Un giovane stalliere accudisce tre cavalli uno grigio, uno bianco, uno baio. Dà loro la quotidiana razione di cibo. Da una cesta, che ne contiene un buon numero, pone innanzi ai destrieri dei bei pesci. Hanno l’aria d’essere spigole. Il bianco, più pronto del grigio e del baio, già gusta, come accade ogni giorno, quella carne saporita. La stalla occupa un’ala del casale protetta da una tettoia di tegole rosse. È solo una parte dell’edificio che si presenta come un insieme composito di tre case unite, e a fianco della porta d’ingresso, come a difesa, c’è un torracchione cilindrico color rosa, il tenero colore degli intonaci di quella costruzione e delle mansarde e degli abbaini, con i coppi dei tetti gialli. Davanti a questa che potrebbe essere una fattoria corre l’acqua celeste d’un fiumicello che si immagina ricco di pesci. Certi vascelletti, gusci di noce che inalberano vele quadrate e carichi di sacchi di mercanzie diverse, sono all’attracco, giunti or ora alla porta di casa da lontani porti. Caracollano uno vicino all’altro al vento leggero che appena gonfia le candide vele non ancora ammainate.

Sulla proda una pastorella.
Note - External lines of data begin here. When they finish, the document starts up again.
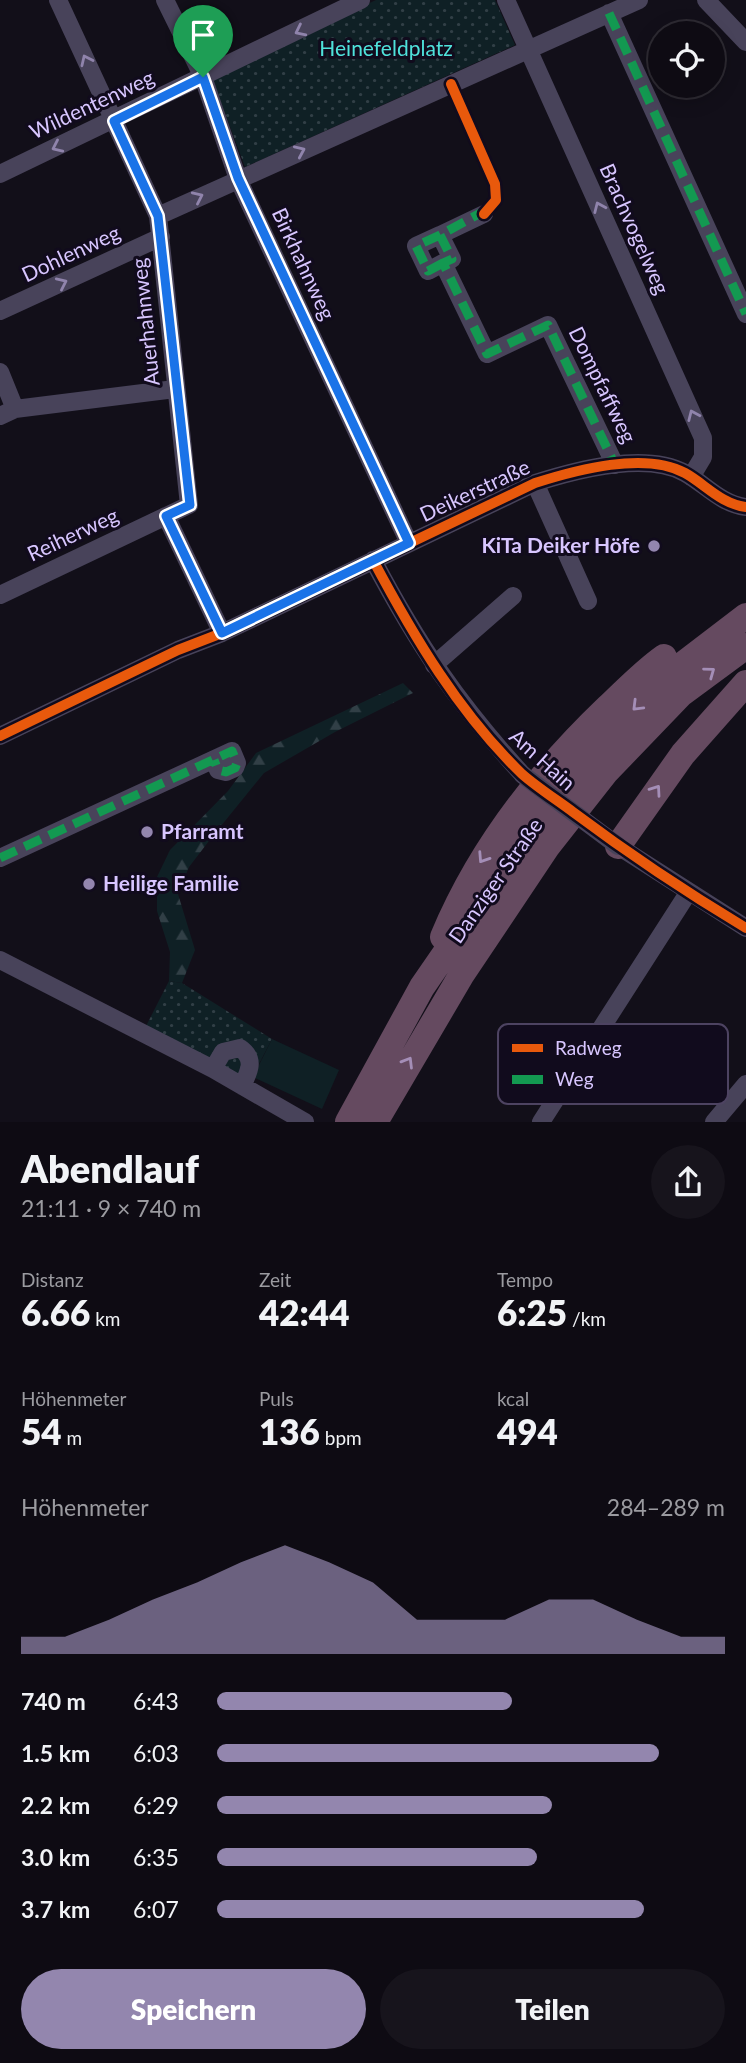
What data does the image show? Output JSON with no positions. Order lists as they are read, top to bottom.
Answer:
{
  "streets": {
    "highway": ["Danziger Straße"],
    "street": [
      "Wildentenweg",
      "Brachvogelweg",
      "Dohlenweg",
      "Birkhahnweg",
      "Auerhahnweg",
      "Dompfaffweg",
      "Deikerstraße",
      "Reiherweg",
      "Am Hain"
    ]
  },
  "crossings": [
    ["Wildentenweg", "Birkhahnweg"],
    ["Wildentenweg", "Auerhahnweg"],
    ["Brachvogelweg", "Deikerstraße"],
    ["Dohlenweg", "Auerhahnweg"],
    ["Birkhahnweg", "Deikerstraße"],
    ["Auerhahnweg", "Reiherweg"],
    ["Dompfaffweg", "Deikerstraße"],
    ["Deikerstraße", "Am Hain"]
  ],
  "one_way": ["Wildentenweg"],
  "parks": ["Heinefeldplatz"],
  "places": ["KiTa Deiker Höfe", "Pfarramt", "Heilige Familie"],
  "legend": ["Radweg", "Weg"],
  "page": {
    "heading": ["Abendlauf", "21:11 · 9 × 740 m"],
    "stats": [
      ["Distanz", "6.66 km"],
      ["Zeit", "42:44"],
      ["Tempo", "6:25 /km"],
      ["Höhenmeter", "54 m"],
      ["Puls", "136 bpm"],
      ["kcal", "494"]
    ],
    "chart": ["Höhenmeter", "284–289 m"],
    "list": [
      {
        "name": "740 m",
        "note": "6:43"
      },
      {
        "name": "1.5 km",
        "note": "6:03"
      },
      {
        "name": "2.2 km",
        "note": "6:29"
      },
      {
        "name": "3.0 km",
        "note": "6:35"
      },
      {
        "name": "3.7 km",
        "note": "6:07"
      }
    ],
    "buttons": ["Speichern", "Teilen"]
  }
}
Indossa un abito chiaro di panno pesante. Un ampio zinale le cinge i fianchi. Porta una cuffia di foggia curiosa, con certe falde flosce. Come lo stalliere, anche la pastorella ha tra le mani una cesta piena di pesci. Li versa a terra, cefali o naselli, e se ne cibano avidamente le tre pecore che le stanno dattorno.

A questo punto il mio lettore penserà alla descrizione d’un sogno: non lupinella e avena ai cavalli, non trifogli ed erba novella brucano le pecore, ma, obbedendo a misteriose associazioni oniriche, le pecore sgranocchiano merluzzi e i cavalli vanno pazzi per i dentici e le orate.

No, non si tratta di un sogno. O, meglio, questo narrare che terrebbe del fantastico non racconta un sogno. Racconta invece esattamente quanto si dice accada nella città di Escier, posta tra Aden e Dhofar, nella penisola arabica. Si legge infatti in un puntuale e veritiero resoconto redatto da chi ad Escier c’è stato: «Escier si è una gran città, ed è lungi dal porto d’Edenti (Aden) quattrocento miglia. E sì ha molte castella sotto di sé, e sì mantiene bene ragione e giustizia. E sono saracini, i quali adorano Malcometto; e sì ha porto molto buono, al quale capitano molte navi, le quali vengono dell’India con molta marcatanzia, e pòrtane buoni e molti cavalli da due selle». Continua poi il resoconto: «e sì hanno pesci assai, e sì hanno tonni assai, e sappiate che dànno a’ buoi e a’ camelli e a’ montoni e a’ ronzini piccoli a mangiare pesce; e quest’è la vivanda che dànno alle loro bestie».

Ecco allora: non ho riportato la trascrizione di un sogno, ma mi sono applicato alla descrizione della miniatura che illustra una pagina del cento settantaduesimo capitolo de Il libro di Marco Polo detto il Milione, conservata con altre stupende ottantatré nella Biblioteca Nazionale di Parigi (Livre des Merveilles, cod. 2810). Ha scritto Daniele Ponchiroli: «Come si può facilmente rilevare, il gotico illustratore del Milione non ha alcuna conoscenza figurativa, neppure di seconda mano, del mondo orientale, e si affida esclusivamente alla lettera del testo e alla fantasia per dar figura e colori alle straordinarie rivelazioni di Marco».

Se ad Escier allevano con il pescato, dice Marco Polo, cavalli e pecore «questo è perché i’ loro contrada sì non hae erba, percioch’ella è la più secca contrada che sia al mondo»; quando Marco riporta che gli abitanti dell’isola di Agama hanno i tratti del volto cagneschi, «a simiglianza di gran mastino» e che «Egli hanno molte ispezie», il nostro fedele illustratore ci mostra cinque mercanti che contrattano le loro merci in una valletta fiorita d’alberelli e vaghe erbette. Lontano le cuspidi delle torri d’una città. Quegli uomini vestono abiti sgargianti e si muovono con gesti misurati improntati a maniere civili. Parlano tra loro frasi intese certo al buon esito dei loro affari. Le loro teste di cane si atteggiano in espressioni del muso che non appaiono canine, ma, virtù del miniaturista, son rese «a simiglianza» della mimica dei volti umani.